Search each line below for "halo", then return the lines where it appears.

§ **Saved entries**:
════════
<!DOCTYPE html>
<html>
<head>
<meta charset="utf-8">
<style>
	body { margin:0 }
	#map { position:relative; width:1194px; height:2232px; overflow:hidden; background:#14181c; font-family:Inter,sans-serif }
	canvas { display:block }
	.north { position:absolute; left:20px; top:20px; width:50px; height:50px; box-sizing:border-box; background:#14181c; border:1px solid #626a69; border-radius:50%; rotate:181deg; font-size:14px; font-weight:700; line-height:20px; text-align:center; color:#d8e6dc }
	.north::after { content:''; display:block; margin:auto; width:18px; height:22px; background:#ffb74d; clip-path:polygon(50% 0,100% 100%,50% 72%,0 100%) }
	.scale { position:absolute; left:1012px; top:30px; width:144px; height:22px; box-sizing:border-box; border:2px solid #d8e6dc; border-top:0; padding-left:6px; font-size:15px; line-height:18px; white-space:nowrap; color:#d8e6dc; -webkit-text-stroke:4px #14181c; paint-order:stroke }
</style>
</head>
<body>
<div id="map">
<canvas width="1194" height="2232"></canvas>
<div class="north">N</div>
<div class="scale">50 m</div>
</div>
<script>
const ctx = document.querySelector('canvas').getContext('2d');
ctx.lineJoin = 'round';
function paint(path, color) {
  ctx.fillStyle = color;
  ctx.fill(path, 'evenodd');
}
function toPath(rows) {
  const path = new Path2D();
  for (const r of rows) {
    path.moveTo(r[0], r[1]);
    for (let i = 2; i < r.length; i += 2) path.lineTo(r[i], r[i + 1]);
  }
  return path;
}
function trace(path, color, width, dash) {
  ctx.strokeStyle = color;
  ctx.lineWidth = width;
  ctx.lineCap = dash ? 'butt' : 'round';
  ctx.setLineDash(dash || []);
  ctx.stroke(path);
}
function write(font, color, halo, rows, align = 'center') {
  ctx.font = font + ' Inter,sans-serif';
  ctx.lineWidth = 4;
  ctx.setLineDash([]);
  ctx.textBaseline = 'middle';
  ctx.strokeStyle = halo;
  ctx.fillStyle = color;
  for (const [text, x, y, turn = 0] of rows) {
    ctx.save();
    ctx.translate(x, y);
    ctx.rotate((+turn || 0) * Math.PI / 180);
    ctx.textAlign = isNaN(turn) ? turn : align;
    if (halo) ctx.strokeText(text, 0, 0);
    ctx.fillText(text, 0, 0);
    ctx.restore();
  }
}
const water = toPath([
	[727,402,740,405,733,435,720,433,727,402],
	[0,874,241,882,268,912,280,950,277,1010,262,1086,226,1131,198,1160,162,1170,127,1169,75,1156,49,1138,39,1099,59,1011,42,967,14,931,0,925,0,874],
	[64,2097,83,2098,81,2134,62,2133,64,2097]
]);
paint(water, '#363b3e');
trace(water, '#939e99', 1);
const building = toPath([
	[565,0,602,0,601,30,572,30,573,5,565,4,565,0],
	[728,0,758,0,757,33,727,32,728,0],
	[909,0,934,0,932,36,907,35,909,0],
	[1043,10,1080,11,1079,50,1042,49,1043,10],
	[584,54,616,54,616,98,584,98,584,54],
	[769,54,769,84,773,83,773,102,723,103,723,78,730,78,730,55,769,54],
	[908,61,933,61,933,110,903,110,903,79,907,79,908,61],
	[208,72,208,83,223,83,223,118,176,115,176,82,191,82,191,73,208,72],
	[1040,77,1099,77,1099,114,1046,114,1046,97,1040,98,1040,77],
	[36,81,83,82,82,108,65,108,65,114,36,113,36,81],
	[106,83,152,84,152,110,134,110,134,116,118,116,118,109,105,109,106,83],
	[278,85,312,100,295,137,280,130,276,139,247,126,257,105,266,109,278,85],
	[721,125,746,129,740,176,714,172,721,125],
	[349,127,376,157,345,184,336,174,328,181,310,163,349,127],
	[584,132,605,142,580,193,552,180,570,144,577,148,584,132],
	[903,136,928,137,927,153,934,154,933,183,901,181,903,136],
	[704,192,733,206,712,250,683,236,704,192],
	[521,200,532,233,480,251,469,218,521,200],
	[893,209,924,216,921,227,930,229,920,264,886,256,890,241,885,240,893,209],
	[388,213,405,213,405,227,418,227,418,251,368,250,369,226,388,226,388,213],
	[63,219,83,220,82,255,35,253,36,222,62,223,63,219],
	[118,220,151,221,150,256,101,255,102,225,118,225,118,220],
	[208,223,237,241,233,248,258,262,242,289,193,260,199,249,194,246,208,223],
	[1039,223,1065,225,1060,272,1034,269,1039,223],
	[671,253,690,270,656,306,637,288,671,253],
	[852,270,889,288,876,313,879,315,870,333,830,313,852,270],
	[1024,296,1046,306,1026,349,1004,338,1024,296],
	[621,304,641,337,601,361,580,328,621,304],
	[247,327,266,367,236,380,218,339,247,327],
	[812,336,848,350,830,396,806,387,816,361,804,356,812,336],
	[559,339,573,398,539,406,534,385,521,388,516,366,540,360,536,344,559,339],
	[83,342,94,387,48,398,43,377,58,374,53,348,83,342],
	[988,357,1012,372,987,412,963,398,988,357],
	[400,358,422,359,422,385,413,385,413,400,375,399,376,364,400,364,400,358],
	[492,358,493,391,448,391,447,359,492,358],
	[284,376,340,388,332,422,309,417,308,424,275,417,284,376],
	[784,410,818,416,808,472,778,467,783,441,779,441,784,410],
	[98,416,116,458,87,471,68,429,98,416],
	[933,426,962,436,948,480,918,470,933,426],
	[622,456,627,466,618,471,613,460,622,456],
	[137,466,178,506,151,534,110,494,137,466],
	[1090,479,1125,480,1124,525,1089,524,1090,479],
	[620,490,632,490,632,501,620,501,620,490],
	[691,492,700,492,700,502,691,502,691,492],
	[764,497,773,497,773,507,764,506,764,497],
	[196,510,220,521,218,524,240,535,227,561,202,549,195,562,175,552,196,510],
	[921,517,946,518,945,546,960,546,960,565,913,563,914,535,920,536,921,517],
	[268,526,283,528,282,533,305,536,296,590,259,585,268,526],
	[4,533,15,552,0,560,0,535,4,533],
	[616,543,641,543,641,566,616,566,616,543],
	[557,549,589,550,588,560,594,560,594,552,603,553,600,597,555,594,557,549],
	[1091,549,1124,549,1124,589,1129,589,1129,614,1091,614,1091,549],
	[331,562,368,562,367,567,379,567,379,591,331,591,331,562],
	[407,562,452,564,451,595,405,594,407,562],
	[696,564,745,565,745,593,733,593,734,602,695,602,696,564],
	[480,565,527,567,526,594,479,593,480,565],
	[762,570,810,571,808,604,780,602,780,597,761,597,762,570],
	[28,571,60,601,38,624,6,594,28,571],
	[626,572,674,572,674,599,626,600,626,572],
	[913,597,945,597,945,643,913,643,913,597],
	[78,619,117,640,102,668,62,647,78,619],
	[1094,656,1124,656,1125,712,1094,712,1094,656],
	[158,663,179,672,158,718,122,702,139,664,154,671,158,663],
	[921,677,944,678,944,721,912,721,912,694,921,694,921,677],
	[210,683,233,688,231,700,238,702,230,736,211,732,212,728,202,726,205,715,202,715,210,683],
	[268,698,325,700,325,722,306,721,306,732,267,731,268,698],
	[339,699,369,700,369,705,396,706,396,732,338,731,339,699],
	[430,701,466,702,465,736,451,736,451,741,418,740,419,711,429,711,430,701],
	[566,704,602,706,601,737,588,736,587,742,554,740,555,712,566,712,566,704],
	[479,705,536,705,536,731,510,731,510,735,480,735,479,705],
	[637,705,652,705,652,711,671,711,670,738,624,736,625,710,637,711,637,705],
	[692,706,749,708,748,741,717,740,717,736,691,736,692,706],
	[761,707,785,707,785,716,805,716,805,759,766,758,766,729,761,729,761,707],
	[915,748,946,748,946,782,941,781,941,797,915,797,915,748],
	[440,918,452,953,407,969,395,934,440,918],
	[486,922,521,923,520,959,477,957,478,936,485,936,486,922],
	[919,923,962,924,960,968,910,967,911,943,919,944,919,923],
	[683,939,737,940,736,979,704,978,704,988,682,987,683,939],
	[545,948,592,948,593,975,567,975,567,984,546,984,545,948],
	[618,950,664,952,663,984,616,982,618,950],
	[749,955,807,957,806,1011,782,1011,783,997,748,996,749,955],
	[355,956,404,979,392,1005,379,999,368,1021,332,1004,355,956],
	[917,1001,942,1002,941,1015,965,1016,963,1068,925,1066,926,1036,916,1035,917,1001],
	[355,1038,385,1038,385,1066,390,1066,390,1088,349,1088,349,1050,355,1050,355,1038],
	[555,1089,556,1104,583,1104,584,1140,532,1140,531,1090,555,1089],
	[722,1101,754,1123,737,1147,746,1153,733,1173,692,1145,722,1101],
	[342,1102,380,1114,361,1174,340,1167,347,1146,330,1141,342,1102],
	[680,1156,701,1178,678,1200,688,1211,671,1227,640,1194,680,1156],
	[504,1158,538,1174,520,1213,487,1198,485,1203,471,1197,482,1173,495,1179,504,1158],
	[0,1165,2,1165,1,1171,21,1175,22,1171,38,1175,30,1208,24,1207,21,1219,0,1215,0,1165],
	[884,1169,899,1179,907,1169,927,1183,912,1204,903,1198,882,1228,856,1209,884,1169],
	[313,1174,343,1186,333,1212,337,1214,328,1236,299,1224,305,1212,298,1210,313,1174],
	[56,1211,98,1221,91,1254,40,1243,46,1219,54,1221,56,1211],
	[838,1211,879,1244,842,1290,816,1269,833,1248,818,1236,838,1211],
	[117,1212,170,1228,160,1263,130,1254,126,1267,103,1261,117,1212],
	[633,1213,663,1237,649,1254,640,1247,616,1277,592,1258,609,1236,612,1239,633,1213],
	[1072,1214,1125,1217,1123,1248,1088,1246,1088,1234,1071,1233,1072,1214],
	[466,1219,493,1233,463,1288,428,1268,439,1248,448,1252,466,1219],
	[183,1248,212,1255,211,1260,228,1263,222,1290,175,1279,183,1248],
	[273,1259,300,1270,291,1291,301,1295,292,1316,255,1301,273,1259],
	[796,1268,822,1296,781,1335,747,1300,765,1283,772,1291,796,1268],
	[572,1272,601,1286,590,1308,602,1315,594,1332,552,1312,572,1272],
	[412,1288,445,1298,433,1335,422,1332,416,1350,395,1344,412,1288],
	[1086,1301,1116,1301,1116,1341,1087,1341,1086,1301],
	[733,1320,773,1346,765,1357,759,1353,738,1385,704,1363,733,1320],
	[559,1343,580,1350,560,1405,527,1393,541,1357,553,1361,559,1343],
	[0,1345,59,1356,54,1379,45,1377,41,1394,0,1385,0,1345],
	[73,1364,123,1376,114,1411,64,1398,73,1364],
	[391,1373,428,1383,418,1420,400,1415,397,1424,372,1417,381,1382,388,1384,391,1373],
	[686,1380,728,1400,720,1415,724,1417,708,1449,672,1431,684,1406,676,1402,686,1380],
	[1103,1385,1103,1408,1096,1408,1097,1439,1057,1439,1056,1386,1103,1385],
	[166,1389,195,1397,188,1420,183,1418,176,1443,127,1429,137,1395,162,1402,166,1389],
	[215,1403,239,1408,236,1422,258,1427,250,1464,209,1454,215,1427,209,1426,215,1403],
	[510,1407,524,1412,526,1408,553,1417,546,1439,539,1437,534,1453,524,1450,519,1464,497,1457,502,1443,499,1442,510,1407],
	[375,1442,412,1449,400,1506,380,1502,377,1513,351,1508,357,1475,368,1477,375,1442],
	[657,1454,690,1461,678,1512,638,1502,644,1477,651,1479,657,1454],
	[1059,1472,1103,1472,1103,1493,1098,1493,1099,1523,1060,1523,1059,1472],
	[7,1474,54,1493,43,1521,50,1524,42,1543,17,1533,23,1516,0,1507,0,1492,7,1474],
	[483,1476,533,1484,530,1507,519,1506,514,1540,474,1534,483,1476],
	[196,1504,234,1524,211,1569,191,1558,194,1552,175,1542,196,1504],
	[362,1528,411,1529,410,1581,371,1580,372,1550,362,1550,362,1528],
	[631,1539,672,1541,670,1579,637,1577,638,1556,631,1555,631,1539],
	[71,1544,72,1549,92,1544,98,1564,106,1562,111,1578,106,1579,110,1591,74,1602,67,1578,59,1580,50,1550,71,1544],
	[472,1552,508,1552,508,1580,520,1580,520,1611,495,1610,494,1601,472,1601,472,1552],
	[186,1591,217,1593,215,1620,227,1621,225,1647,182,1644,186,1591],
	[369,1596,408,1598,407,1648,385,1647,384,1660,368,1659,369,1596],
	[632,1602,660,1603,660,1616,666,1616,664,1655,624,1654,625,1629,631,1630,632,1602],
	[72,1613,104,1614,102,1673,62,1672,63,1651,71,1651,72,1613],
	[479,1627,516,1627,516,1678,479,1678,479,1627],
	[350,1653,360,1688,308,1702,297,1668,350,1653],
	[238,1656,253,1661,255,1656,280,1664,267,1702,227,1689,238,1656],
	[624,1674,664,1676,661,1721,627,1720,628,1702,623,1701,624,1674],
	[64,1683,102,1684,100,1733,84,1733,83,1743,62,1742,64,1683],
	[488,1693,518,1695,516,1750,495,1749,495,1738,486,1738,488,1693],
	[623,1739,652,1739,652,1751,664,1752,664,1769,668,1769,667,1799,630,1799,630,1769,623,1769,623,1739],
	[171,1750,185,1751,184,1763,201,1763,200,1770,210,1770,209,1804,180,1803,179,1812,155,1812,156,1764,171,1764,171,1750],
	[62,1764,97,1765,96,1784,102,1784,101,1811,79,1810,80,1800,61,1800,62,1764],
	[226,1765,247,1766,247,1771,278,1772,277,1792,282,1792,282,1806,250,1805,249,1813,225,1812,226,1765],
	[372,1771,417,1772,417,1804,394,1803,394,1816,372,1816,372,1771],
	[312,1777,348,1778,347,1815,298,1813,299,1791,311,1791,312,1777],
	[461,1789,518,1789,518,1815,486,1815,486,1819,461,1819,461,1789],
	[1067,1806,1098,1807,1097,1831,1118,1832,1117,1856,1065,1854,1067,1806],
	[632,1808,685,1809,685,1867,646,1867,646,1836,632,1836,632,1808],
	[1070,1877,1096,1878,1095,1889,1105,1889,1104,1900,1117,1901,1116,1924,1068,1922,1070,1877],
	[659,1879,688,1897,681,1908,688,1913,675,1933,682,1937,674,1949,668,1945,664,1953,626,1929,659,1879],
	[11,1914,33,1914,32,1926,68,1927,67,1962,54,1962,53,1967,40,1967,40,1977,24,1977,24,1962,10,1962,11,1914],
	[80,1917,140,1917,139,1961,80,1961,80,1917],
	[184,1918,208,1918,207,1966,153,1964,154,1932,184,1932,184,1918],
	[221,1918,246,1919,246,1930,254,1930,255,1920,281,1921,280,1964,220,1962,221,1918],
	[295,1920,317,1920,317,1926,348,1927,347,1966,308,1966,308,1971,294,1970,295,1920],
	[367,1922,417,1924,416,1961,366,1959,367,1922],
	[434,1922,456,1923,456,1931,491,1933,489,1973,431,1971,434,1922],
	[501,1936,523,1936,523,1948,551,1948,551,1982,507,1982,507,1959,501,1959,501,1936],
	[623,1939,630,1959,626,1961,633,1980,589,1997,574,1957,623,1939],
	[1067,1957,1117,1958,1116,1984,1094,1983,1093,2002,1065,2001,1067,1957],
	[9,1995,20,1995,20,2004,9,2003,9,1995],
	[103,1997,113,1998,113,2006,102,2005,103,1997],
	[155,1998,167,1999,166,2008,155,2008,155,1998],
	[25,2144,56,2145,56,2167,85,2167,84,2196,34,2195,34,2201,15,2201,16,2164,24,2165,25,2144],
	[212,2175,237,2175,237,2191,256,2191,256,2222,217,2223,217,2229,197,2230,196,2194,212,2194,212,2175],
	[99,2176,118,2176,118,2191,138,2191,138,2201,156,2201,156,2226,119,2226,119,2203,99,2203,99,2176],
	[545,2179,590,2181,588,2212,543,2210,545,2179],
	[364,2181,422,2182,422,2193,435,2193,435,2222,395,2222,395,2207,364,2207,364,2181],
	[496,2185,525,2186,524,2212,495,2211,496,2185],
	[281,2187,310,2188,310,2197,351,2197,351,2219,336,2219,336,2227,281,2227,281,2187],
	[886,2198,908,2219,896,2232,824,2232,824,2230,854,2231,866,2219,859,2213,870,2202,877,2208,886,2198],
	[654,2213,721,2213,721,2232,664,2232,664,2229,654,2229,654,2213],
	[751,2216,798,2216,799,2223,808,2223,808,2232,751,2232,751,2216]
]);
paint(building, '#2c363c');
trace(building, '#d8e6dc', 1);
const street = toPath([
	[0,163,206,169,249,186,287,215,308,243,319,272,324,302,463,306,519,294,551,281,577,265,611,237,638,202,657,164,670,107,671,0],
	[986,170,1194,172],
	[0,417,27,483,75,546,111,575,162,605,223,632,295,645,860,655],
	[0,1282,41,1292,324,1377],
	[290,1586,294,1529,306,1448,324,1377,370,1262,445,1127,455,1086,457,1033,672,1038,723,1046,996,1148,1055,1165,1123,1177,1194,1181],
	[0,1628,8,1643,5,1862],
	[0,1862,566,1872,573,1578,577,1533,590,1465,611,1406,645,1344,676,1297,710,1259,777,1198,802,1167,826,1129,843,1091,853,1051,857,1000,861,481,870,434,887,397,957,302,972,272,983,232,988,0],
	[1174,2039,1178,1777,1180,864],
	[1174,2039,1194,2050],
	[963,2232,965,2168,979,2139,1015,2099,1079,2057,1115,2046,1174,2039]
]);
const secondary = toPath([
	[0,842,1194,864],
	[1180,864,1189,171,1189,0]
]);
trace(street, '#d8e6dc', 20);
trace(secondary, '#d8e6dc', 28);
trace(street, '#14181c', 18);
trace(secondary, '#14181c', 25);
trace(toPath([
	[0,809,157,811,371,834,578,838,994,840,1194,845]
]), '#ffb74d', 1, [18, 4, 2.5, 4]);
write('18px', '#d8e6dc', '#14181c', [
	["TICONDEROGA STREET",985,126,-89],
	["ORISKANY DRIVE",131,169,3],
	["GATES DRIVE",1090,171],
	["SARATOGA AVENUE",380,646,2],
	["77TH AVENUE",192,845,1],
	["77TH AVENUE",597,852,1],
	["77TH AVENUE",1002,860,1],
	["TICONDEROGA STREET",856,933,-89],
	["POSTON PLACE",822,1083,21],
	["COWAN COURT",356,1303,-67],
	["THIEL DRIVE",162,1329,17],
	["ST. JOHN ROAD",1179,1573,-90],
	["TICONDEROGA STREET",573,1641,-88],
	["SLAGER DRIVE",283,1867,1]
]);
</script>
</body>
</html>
════════
§ **SOLUTION TO THIS TASK**:
function write(font, color, halo, rows, align = 'center') {
  ctx.strokeStyle = halo;
    if (halo) ctx.strokeText(text, 0, 0);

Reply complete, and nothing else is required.